By Dr. Ileana Johnson Paugh Tuesday, November 19, 2013
I watched recently the video of a speech given by the dictator Nicolae Ceausescu to an adoring crowd of communist useful idiots a few days before the dictator was arrested in December 1989. Ceausescu, a megalomaniac who appointed himself the Father of the Country, was touting the slave wages he had ordered raised for his unlucky proletariat from 700 lei per month to 800 lei.
At the time, the pegged exchange rate was 12 lei to a dollar, making the proletariat’s wage of $58 per month go up to $67. What could we buy with this money? Sixty-seven dollars per month bought us subsidized, teacup-sized concrete block apartments, occasional heat, some electricity, daily scheduled hot or cold water, subsidized weekly bus fares, one pair of shoes per year, one outfit, and enough food to keep us from starving to death. Most of us were underweight and malnourished, in dire need of vitamins which were impossible to find on the empty pharmacy shelves.
“To each according to his ability, to each according to his needs,” said Karl Marx’s popular slogan, “Jeder nach seinen Fähigkeiten, jedem nach seinen Bedürfnissen. “ Ceausescu and his wife and the communist party elites had been the deciders of our needs since March 22, 1965 until December 25, 1989.

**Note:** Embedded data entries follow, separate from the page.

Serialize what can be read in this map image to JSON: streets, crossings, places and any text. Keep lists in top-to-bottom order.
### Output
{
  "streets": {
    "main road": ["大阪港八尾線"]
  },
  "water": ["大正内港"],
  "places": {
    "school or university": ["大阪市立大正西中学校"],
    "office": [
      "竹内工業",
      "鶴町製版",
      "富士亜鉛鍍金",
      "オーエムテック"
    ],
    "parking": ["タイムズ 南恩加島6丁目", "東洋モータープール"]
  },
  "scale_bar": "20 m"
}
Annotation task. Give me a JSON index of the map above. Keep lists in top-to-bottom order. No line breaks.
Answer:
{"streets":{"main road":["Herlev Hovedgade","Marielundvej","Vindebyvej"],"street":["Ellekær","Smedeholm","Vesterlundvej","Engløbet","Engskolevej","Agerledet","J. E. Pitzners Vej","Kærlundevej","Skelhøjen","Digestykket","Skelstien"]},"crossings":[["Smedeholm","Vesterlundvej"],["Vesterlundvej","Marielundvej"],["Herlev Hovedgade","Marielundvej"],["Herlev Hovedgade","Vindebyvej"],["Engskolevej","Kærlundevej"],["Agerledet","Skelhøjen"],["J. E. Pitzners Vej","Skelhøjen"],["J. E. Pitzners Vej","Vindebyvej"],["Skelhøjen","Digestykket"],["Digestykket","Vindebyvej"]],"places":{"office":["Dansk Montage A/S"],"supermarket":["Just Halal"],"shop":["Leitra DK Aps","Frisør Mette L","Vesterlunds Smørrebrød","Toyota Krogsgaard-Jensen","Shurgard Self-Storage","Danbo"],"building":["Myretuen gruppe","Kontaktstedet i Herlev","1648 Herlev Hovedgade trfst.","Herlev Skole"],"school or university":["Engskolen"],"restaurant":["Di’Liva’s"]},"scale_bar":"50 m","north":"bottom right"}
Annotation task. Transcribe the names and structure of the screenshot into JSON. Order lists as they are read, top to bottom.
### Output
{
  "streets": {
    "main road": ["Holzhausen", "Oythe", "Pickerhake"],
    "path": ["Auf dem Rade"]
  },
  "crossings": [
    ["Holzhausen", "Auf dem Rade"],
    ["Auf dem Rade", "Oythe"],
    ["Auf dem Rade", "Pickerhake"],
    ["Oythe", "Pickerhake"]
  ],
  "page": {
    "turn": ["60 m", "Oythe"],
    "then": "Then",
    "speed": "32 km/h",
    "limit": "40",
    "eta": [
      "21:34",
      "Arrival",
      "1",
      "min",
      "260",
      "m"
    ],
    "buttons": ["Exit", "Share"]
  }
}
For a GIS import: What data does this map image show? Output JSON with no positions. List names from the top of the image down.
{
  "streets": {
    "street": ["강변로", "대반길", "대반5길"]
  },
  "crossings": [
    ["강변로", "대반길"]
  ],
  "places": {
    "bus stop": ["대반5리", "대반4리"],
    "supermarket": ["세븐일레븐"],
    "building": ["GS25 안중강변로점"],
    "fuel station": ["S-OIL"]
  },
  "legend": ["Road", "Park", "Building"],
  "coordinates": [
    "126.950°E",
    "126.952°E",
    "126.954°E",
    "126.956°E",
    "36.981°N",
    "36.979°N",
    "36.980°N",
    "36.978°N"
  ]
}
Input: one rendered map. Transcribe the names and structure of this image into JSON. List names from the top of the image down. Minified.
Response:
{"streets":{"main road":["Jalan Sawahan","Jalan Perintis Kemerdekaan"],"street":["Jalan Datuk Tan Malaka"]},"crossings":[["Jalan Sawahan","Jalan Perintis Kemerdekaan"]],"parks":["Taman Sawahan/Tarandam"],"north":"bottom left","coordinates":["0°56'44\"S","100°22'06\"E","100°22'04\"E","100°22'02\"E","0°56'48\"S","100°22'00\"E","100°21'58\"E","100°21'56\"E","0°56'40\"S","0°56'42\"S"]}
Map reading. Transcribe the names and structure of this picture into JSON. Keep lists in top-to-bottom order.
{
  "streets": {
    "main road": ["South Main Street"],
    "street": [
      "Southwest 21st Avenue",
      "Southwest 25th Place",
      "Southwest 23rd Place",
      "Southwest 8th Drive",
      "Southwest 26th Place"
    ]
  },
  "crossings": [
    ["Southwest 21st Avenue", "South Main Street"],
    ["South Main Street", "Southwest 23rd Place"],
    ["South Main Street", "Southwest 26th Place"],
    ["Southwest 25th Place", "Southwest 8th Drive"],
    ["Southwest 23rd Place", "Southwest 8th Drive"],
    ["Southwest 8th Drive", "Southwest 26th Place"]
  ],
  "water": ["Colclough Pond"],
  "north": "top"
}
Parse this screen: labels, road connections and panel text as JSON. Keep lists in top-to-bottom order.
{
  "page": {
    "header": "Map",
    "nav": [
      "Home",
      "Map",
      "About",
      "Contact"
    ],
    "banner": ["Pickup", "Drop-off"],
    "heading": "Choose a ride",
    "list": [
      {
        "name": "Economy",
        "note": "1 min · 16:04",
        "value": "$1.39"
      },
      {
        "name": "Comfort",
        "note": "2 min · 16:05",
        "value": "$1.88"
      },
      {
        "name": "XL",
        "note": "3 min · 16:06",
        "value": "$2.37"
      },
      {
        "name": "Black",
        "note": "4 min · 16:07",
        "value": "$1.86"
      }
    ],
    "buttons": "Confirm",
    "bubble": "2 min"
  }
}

The year 1989 was a painful, bittersweet period in my life and in the history of my people. It was a year filled with death, life, grief, anguish, freedom, physical pain, and the struggle for power.
My father passed away on May 12 in excruciating pain, denied drugs, IV nourishment, and any kind of medical treatment, a 60-pound shadow of his former self. My Dad was a sturdy and healthy 200 pound man full of life and joie de vivre.
An outspoken critic of the president, Dad was always detained at his place of employment for his views, his lack of membership in the communist party, and his not-so-secret desire to have another president replace Ceausescu in his lifetime.